DIRECTIONS: An exact reproduction of the lines below, from the first through the one with "1px #a2b1a9) drop-shadow(0", is the whole answer; pictures have no place in it.
■ ■ ■ ■ ■
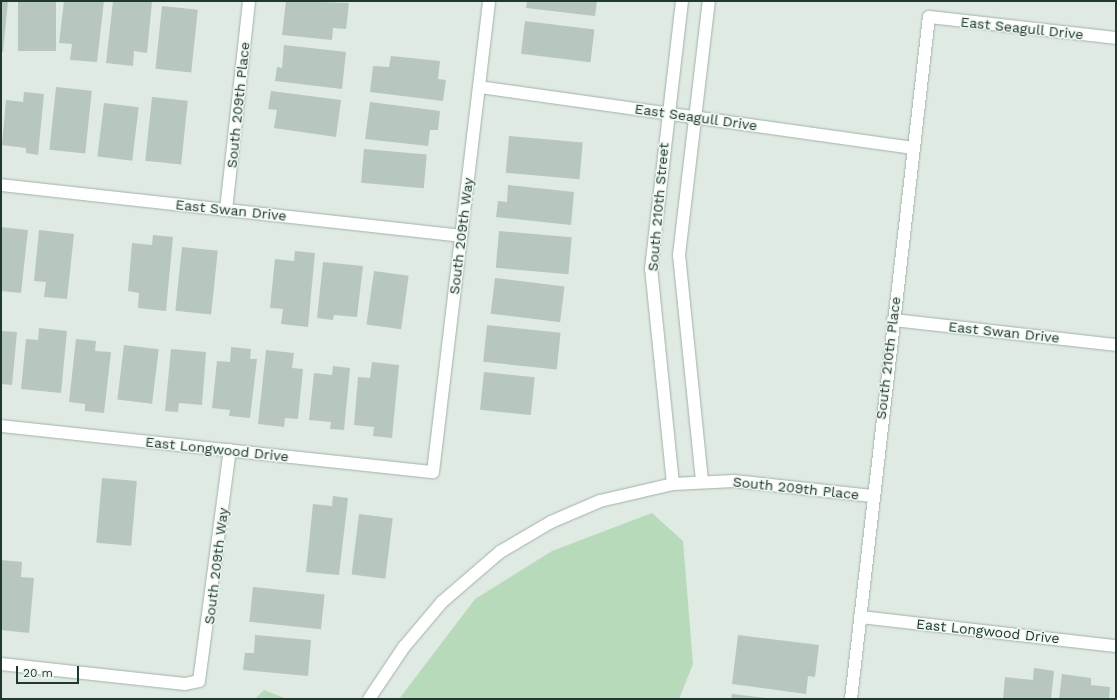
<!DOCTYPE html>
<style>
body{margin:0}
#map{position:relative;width:1117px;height:700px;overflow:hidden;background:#dfeae3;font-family:"Work Sans",sans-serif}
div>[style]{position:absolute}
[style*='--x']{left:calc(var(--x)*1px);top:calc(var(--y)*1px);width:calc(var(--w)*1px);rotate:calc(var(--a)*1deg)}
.green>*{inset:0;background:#b7dbba}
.building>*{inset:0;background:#b7c7be;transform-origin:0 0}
.roads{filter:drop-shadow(0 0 1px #a2b1a9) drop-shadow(0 0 1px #a2b1a9)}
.minor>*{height:12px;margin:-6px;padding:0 6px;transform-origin:6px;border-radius:6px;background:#fff}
span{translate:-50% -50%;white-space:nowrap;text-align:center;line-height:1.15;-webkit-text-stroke:3px #eff7f1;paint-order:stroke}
.street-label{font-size:14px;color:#20392e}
.frame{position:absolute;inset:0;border:2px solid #20392e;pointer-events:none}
.scale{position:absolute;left:16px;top:666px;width:63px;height:18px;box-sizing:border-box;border:2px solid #20392e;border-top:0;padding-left:5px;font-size:12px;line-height:14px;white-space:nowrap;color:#20392e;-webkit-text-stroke:3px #eff7f1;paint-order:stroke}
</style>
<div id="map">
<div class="green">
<div style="clip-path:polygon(652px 513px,683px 541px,693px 664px,679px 699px,399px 699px,475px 599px,552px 551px)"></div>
<div style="clip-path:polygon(264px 690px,287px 699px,255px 699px)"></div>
</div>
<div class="building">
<div style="clip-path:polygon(1px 1px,8px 1px,3px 52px,1px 52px)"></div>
<div style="left:18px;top:1px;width:38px;height:50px"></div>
<div style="clip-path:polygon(64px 1px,104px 1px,97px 62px,70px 60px,72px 44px,59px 43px)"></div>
<div style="clip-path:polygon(113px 1px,152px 2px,147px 53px,134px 51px,133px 66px,106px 63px)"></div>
<div style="clip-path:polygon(286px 1px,349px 3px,346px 29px,333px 28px,332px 40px,282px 35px)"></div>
<div style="clip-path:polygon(527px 1px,597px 1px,595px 16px,526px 8px)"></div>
<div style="left:162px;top:6px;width:36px;height:63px;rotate:6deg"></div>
<div style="left:525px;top:21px;width:70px;height:33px;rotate:7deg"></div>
<div style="clip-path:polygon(284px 45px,346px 52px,342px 89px,275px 81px,277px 67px,282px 68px)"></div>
<div style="clip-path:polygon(391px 56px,440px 61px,438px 79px,446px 80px,443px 101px,370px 92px,373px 66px,389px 67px)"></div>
<div style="left:56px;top:87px;width:36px;height:63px;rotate:6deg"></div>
<div style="clip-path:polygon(271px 91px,341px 100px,336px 137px,274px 128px,277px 110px,268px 109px)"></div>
<div style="clip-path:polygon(24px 92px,44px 94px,38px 155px,26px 153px,26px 148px,2px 145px,6px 100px,23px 102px)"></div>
<div style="left:152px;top:97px;width:36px;height:64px;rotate:6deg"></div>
<div style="clip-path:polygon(370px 102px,440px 111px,438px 130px,430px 130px,428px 146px,365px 139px)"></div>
<div style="left:104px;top:103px;width:35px;height:54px;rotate:7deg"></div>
<div style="left:509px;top:136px;width:74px;height:37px;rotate:5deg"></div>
<div style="left:364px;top:149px;width:63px;height:34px;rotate:5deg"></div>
<div style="clip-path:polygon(508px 185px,574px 192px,571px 225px,496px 217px,498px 201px,507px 202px)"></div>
<div style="clip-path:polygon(1px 227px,28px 230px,21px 293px,1px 291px)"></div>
<div style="clip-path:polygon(39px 230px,74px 234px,67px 299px,44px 297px,46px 282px,34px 281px)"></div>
<div style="left:499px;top:231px;width:73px;height:37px;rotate:5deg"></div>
<div style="clip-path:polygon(153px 235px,173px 237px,166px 311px,138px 308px,139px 293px,128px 291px,132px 243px,152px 245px)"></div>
<div style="left:182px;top:247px;width:36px;height:64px;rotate:6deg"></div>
<div style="clip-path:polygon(295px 251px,315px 253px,308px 327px,281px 324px,283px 309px,270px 308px,275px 259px,294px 261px)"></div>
<div style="clip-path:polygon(323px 262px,363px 266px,357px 317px,334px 315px,333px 320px,317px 318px)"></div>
<div style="left:374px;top:271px;width:35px;height:54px;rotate:8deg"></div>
<div style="left:495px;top:278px;width:70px;height:36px;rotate:7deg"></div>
<div style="left:487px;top:325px;width:74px;height:37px;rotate:6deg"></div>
<div style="clip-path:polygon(39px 328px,67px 331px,61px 393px,21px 389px,26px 339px,38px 340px)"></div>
<div style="clip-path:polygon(1px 331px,17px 332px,12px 385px,1px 384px)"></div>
<div style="clip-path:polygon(76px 339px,96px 341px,95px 351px,111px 352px,104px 413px,85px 411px,85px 404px,69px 402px)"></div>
<div style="left:124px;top:345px;width:35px;height:55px;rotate:7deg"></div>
<div style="clip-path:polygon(231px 347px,251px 349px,250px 359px,257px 359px,250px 418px,229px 416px,230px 410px,212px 408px,217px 361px,230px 362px)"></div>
<div style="clip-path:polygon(171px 349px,206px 352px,202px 405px,179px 403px,178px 412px,165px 411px)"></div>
<div style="clip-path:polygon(266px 350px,294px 353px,292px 368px,303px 369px,298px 419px,285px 418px,284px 427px,258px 424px)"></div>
<div style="clip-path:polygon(372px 362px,399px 365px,392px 438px,373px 436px,374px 427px,354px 425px,358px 377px,370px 378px)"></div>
<div style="clip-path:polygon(333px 366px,350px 368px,344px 430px,330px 429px,331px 422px,309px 420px,314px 373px,332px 375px)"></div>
<div style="left:484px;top:372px;width:51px;height:38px;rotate:6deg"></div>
<div style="left:102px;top:478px;width:35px;height:65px;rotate:5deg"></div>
<div style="clip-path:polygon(333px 496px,348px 498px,339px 575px,306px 572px,313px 504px,332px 506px)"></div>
<div style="left:359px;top:514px;width:34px;height:61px;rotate:7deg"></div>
<div style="clip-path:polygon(1px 560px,22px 562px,21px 577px,34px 578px,29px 633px,1px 630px)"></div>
<div style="left:253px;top:587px;width:72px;height:35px;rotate:6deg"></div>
<div style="clip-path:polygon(255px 635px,311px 640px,308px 676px,243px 670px,245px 653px,254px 653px)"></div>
<div style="clip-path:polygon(738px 635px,819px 645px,815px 677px,808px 676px,806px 694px,732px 684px)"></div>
<div style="clip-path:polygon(1034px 668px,1054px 671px,1051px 699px,1003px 699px,1005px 677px,1033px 680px)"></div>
<div style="clip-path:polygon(1062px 674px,1091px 678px,1091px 685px,1110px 687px,1109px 699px,1059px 699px)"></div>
<div style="clip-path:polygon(732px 694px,766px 698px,766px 699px,731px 699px)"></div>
</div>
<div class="roads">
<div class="minor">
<div style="--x:479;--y:87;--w:438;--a:8"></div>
<div style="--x:1;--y:185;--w:463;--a:6.3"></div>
<div style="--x:226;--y:210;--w:210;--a:-83.7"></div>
<div style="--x:893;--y:320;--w:224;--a:6.4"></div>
<div style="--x:1;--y:426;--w:434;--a:6.1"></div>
<div style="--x:433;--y:472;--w:474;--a:-83.2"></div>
<div style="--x:702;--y:481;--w:227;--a:-95.8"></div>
<div style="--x:679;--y:255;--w:256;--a:-83.3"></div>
<div style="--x:673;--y:484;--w:216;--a:-95.8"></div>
<div style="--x:651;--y:269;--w:270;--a:-83.4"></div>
<div style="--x:860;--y:617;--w:258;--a:6.5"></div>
<div style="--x:1;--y:664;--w:185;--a:6.2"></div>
<div style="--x:185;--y:684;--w:14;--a:-12"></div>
<div style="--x:199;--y:681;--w:233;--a:-82.4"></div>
<div style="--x:369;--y:699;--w:63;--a:-56.1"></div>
<div style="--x:404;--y:647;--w:59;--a:-49.8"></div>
<div style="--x:442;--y:602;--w:77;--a:-40.8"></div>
<div style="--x:500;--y:552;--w:59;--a:-30.5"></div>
<div style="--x:551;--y:522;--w:53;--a:-23.2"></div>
<div style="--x:600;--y:501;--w:75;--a:-13.1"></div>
<div style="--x:673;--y:484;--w:61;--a:-2.8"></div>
<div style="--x:734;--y:481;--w:139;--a:6.2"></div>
<div style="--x:851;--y:699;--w:686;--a:-83.48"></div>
<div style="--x:929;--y:17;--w:188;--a:6.4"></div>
</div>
</div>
<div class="street-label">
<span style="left:1022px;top:28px;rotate:6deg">East Seagull Drive</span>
<span style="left:238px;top:105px;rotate:-84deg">South 209th Place</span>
<span style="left:696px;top:117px;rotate:8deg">East Seagull Drive</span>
<span style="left:658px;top:207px;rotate:-85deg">South 210th Street</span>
<span style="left:231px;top:210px;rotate:6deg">East Swan Drive</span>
<span style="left:461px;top:236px;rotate:-83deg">South 209th Way</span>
<span style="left:1004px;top:332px;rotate:6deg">East Swan Drive</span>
<span style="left:888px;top:358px;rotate:-83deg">South 210th Place</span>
<span style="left:217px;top:449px;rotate:6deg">East Longwood Drive</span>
<span style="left:796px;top:488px;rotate:6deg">South 209th Place</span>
<span style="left:216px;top:566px;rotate:-83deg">South 209th Way</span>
<span style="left:988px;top:631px;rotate:6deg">East Longwood Drive</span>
</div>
<div class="frame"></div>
<div class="scale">20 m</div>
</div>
■ ■ ■ ■ ■
EXERCISE SOLUTION:
<!DOCTYPE html>
<style>
body{margin:0}
#map{position:relative;width:1117px;height:700px;overflow:hidden;background:#dfeae3;font-family:"Work Sans",sans-serif}
div>[style]{position:absolute}
[style*='--x']{left:calc(var(--x)*1px);top:calc(var(--y)*1px);width:calc(var(--w)*1px);rotate:calc(var(--a)*1deg)}
.green>*{inset:0;background:#b7dbba}
.building>*{inset:0;background:#b7c7be;transform-origin:0 0}
.roads{filter:drop-shadow(0 0 1px #a2b1a9) drop-shadow(0 0 1px #a2b1a9)}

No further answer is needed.